[[ Supplied material, beginning ]]

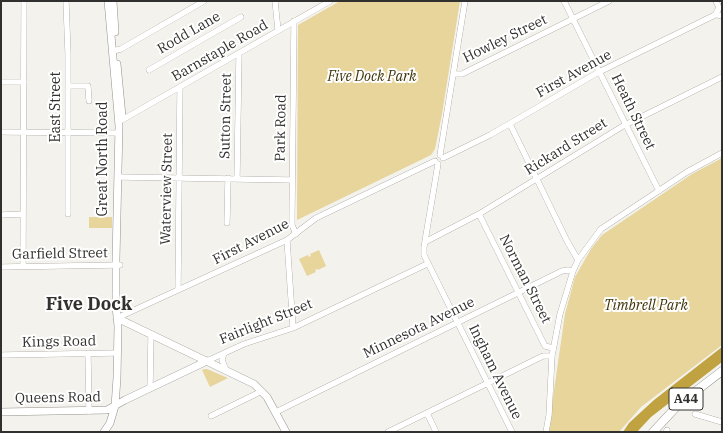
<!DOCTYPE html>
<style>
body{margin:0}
#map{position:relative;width:723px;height:433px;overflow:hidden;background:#f3f2ec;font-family:"IBM Plex Serif",serif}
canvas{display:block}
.frame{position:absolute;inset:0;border:2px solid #30302e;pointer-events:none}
</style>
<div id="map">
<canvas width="723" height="433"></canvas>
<div class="frame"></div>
</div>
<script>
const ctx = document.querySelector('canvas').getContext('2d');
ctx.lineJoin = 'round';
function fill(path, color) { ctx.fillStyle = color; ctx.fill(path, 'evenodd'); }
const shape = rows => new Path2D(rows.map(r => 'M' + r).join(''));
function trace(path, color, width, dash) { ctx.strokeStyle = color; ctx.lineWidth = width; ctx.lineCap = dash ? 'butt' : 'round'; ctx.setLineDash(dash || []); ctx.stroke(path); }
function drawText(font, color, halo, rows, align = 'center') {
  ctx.font = font + ' "IBM Plex Serif",serif'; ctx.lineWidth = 4; ctx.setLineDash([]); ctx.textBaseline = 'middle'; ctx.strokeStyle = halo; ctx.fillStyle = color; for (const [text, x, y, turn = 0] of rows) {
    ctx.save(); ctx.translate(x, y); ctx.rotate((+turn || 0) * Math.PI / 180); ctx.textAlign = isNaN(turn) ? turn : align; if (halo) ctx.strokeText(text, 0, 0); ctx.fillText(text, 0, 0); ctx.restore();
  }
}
const green = shape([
 [340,1,460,1,442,114,435,149,431,155,297,220,298,25],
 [722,158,722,345,641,407,619,432,548,432,565,314,575,277,591,249,602,235,692,174],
 [89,217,112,217,112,228,89,228],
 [319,250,326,266,318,270,317,269,315,270,316,272,307,276,299,259,308,255,309,257,311,256,310,254],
 [205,369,207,369,228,378,210,387,202,370]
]);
const water = shape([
 [722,347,722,362,651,417,637,432,623,432,629,423,654,400]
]);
const minor = shape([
 [66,1,68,54,68,214],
 [275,1,278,30],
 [564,1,659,191],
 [716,1,719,8],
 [719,8,716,13,718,15,722,16],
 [294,21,292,214,292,225,296,234],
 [113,51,121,49,204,1],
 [149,70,241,17],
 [453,74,462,74,609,1],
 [1,82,24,82],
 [68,86,88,86,89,101],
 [122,120,330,1],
 [510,124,567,241,578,260],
 [1,132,119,133],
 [440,155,465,1],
 [443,158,490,135,597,73,717,14],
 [438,164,424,247,424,255,512,432],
 [118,177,292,180],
 [237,179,239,54],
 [479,214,545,346,553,348],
 [1,215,23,214],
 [227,223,228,178],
 [287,240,293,328],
 [425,242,479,214,623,126,722,77],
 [23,266,24,1],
 [1,267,120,265],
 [178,290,180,87],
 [117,318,287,240,316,218,435,161],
 [88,353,89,411],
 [224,353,222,360,226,370],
 [1,355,117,353],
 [207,361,244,344,293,328,427,264],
 [150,388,151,334],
 [276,412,562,271,568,270,573,271],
 [427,413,436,432],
 [695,414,722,422],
 [211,416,262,391],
 [388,432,543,356,552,356],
 [546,432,549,415,552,356,560,314,573,271,578,260,601,229,687,172,722,153],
 [666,432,667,430]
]);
const major = shape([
 [113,1,115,32],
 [117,64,122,116],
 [117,318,254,384,267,397,286,432],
 [1,412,107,410,125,400,207,361],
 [104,432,110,423,115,406,117,378,118,326,116,307,116,259,119,126,108,1]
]);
const highway = shape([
 [653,432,679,404,722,371]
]);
const shields = [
 [686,399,34]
];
const shieldNames = [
 ["A44",686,399]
];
const streetNames = [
 ["Rodd Lane",189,33,-30],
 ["Howley Street",505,39,-26],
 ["Barnstaple Road",220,51,-30],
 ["First Avenue",574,74,-29],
 ["East Street",56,107,-90],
 ["Heath Street",633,112,64],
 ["Sutton Street",226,116,-89],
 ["Park Road",281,128,-89],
 ["Rickard Street",566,147,-32],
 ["Great North Road",103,159,-90],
 ["Waterview Street",167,189,-89],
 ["First Avenue",251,242,-27],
 ["Garfield Street",60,254,-1],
 ["Norman Street",525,279,63],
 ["Fairlight Street",266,322,-22],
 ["Minnesota Avenue",419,328,-26],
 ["Kings Road",59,342,-1],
 ["Ingham Avenue",495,372,64],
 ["Queens Road",58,398,-1]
];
const parkNames = [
 ["Five Dock Park",372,77],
 ["Timbrell Park",646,306]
];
const districtNames = [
 ["Five Dock",89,305]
];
fill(green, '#e7d59c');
fill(water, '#c0a340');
trace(minor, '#93918c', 6);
trace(major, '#93918c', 8);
trace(highway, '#93918c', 9);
trace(minor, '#fff', 5.5);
trace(major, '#fff', 7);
trace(highway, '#fff', 8);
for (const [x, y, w] of shields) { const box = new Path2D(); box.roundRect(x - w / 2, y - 11, w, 22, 3); ctx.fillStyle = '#fff'; ctx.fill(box); trace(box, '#30302e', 1); }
drawText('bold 13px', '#30302e', null, shieldNames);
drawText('14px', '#30302e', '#fff', streetNames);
drawText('italic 14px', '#3d3105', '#fff', parkNames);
drawText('bold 18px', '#33312d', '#fff', districtNames);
</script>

[[ Supplied material, end ]]

Take each line above that contains "strokeStyle" and copy it out.

function trace(path, color, width, dash) { ctx.strokeStyle = color; ctx.lineWidth = width; ctx.lineCap = dash ? 'butt' : 'round'; ctx.setLineDash(dash || []); ctx.stroke(path); }
  ctx.font = font + ' "IBM Plex Serif",serif'; ctx.lineWidth = 4; ctx.setLineDash([]); ctx.textBaseline = 'middle'; ctx.strokeStyle = halo; ctx.fillStyle = color; for (const [text, x, y, turn = 0] of rows) {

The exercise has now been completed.